イギリス国内の複数の貯油施設を封鎖し注目されている環境活動家グループJust Stop Oil(ジャスト・ストップ・オイル)のミランダ・ウィルハン氏は4月11日、イギリスの放送局ITVの朝番組「グッドモーニング・ブリテン」に出演し、なぜデモ参加者たちが政府にメッセージを送っているのかを説明した。
「私たちは誰も人々の生活の邪魔をするようなことはしたくありません。ですが、科学や学者が語る石油の世界中への影響を考えると、政府がエネルギー政策や気候誓約に失敗している今、このレベルの行動を起こす必要があるのです」と彼女は語った。
するとキャスターのリチャード・マデリー氏は「でもあなたは、これが非常に複雑な問題、そして議論であることを理解しているでしょう?」と述べた。
「この『Just Stop Oil(石油をやめろ)」』のスローガンは、とても子どもじみていますよね。『石油をやめろ』なんて...。他にもっと言うことがあるでしょう?」
ウィルハン氏が「答えはとてもシンプルです。新たな石油のライセンスを止める必要があるのです」と説明すると、マデリー氏は「妨害することでどう議論が進むんですか?進まないでしょう?単に混乱を引き起こすだけで、否定的な反応が返ってくるだけですよ」と返した。
マデリー氏は、同番組の視聴者からは「怒りの苦情」しかなく、支援のメッセージは一つもなかったと主張した。
ウィルハン氏はこの批判に対し、「そう言う人たちは、今年発表されたIPCC(国連気候変動に関する政府間パネル)の最新報告書について知っているのでしょうか?私たちは大きな気候災害への道にまっしぐらだと警告しているのです」と指摘し、化石燃料の使用を廃止していくべきだと訴えた。
このやりとりがTwitterでシェアされると、人々は映画『ドント・ルック・アップ』と比較せずにはいられなかったようだ。
2021年に公開され、アカデミー賞にもノミネートされたこの映画は、半年後に彗星が世界を破壊することを警告しようと2人の科学者が奮闘する姿を描いている。
レオナルド・ディカプリオとジェニファー・ローレンスが主演を務めたこの作品は、現在の気候危機に対して世界が十分な行動をとっていないことを暗喩している。
作品中には、ローレンス演じる天文学を学ぶ大学院生が朝番組で「私たちは地球全体が破壊されようとしていることを伝えようとしているのです」と必死に訴えるも、司会者には「朝番組では悪いニュースも軽く伝えるのよ」と軽くあしらわれた。
今回の「グッドモーニング・ブリテン」でのやりとりは、まさにこのシーンを見ているようだ、と話題になった。
Twitterでは、番組キャスターの態度や発言にも批判の声が寄せられた。
出演した活動家のウィルハン氏は番組放送後、「Just Stop Oilの活動について説明しようとテレビ出演したら、『ドント・ルック・アップ』のパロディになってしまった」とタイトルの文章をイギリスのガーディアン紙に寄稿した。
『ドント・ルック・アップ』を観たことがなかったという彼女だが、Twitterで話題になってから鑑賞したといい、SNS上で話題になった理由が分かったと話す。
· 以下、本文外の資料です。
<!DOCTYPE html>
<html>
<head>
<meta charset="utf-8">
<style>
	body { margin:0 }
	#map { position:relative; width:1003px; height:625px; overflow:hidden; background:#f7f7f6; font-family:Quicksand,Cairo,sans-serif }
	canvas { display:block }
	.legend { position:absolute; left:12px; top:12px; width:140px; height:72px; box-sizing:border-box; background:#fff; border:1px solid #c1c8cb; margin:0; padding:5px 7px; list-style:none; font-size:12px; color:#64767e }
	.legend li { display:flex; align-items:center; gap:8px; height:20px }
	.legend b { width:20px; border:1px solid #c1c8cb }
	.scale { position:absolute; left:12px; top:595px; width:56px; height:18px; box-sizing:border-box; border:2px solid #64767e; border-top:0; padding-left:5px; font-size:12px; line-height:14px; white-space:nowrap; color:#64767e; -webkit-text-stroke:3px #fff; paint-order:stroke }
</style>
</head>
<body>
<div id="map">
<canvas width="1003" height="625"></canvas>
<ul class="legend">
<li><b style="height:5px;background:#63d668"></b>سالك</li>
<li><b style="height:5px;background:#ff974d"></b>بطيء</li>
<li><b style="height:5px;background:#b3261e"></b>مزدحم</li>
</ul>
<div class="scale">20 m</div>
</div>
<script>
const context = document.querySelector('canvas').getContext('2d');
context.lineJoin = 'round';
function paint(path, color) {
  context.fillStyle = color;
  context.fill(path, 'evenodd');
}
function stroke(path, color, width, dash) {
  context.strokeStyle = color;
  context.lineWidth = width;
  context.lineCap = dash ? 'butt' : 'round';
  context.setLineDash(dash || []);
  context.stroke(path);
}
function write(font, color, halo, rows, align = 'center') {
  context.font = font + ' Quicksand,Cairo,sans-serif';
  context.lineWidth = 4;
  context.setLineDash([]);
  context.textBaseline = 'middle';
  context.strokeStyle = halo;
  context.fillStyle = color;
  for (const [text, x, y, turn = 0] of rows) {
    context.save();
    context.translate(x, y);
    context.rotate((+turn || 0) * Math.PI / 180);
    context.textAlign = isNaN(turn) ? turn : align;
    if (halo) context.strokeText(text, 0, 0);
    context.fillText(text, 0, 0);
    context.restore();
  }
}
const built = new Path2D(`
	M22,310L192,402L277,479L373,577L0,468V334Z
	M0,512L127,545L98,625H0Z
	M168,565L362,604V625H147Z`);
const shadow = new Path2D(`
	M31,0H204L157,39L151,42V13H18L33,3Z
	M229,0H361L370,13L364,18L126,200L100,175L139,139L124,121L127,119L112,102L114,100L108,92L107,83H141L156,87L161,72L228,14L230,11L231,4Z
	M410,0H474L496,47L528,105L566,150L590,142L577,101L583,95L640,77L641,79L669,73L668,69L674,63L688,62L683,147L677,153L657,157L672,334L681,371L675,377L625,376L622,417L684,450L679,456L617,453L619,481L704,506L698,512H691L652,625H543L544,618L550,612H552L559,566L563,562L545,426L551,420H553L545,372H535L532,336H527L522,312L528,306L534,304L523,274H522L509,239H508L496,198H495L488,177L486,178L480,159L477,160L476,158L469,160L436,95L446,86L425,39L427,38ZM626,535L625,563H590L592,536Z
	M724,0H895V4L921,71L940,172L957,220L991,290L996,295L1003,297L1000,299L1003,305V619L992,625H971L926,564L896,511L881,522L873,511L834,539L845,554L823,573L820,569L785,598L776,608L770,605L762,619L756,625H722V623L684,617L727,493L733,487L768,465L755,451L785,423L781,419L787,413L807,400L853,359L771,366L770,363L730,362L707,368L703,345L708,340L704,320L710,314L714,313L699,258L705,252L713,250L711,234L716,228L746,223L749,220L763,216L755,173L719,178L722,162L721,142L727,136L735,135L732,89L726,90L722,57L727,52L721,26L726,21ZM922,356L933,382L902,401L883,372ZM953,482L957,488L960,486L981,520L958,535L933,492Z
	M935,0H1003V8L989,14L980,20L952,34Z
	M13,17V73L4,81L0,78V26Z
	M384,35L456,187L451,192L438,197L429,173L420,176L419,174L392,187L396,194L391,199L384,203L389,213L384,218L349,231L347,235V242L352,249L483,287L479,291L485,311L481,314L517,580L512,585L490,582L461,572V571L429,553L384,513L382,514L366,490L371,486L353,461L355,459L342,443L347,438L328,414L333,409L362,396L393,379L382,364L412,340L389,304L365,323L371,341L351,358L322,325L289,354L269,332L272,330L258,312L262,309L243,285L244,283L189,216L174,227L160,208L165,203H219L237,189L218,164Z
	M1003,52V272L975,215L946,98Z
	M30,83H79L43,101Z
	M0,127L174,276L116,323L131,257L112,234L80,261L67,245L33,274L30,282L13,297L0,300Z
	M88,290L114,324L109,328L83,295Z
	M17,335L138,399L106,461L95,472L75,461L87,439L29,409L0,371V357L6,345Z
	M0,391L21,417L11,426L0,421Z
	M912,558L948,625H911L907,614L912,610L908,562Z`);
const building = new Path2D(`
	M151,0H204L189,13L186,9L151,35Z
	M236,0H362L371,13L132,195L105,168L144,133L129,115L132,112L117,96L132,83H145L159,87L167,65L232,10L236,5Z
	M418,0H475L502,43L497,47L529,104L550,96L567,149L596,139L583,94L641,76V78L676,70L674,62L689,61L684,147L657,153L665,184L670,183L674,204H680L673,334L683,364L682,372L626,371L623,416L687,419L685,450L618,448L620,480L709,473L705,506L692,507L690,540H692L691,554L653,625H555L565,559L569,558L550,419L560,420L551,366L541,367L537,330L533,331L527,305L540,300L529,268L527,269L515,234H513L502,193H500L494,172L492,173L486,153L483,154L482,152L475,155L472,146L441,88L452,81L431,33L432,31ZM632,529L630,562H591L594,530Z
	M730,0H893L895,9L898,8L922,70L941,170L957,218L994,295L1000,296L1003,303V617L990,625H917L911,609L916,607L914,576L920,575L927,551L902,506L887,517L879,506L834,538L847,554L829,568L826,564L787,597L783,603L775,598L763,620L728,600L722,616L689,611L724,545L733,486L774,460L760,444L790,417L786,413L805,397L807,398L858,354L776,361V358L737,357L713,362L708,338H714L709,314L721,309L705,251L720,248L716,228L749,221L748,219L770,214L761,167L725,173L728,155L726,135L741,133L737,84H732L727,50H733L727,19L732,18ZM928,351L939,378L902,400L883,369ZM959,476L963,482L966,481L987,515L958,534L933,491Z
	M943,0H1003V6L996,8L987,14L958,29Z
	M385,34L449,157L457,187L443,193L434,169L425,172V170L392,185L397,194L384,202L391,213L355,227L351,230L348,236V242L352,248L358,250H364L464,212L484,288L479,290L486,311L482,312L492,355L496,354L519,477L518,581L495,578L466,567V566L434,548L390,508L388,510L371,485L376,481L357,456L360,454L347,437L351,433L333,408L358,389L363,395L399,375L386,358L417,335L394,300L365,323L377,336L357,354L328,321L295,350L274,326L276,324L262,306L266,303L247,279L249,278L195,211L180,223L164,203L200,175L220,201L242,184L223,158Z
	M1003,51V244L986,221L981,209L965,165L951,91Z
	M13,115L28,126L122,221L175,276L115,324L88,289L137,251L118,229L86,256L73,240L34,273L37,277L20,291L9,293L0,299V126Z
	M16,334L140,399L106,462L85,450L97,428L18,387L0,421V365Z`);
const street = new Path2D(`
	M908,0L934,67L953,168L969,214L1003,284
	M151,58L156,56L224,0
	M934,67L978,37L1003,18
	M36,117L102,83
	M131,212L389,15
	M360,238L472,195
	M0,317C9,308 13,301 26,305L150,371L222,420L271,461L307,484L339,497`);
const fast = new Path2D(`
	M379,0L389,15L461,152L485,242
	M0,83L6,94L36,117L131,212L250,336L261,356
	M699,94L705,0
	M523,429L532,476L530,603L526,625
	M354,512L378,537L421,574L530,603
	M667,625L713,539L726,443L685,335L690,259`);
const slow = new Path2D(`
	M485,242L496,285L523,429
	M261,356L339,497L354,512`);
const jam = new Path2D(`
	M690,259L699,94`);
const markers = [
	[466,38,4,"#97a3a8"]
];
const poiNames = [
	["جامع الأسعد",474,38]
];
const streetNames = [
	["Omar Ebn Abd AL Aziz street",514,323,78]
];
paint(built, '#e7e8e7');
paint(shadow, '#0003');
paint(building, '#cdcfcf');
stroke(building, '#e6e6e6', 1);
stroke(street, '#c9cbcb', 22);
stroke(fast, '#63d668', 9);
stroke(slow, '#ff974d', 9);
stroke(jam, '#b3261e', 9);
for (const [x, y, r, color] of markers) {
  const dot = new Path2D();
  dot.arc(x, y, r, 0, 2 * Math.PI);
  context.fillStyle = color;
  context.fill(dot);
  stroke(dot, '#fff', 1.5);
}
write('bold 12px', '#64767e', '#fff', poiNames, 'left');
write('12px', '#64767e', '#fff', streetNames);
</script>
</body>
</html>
「最悪なのは、司会者やジャーナリストが、気候危機について何十年も研究してきたトップ科学者や学者たちよりもよく分かっているつもりでいて、聞く耳を持たないこと。こういった行為が、世界を滅ぼすのです」と述べた。
SNSに投稿された番組への反応では彼女たち活動家を支持する声が多いと言い、その声を行動に移す必要がある、と重ねて主張した。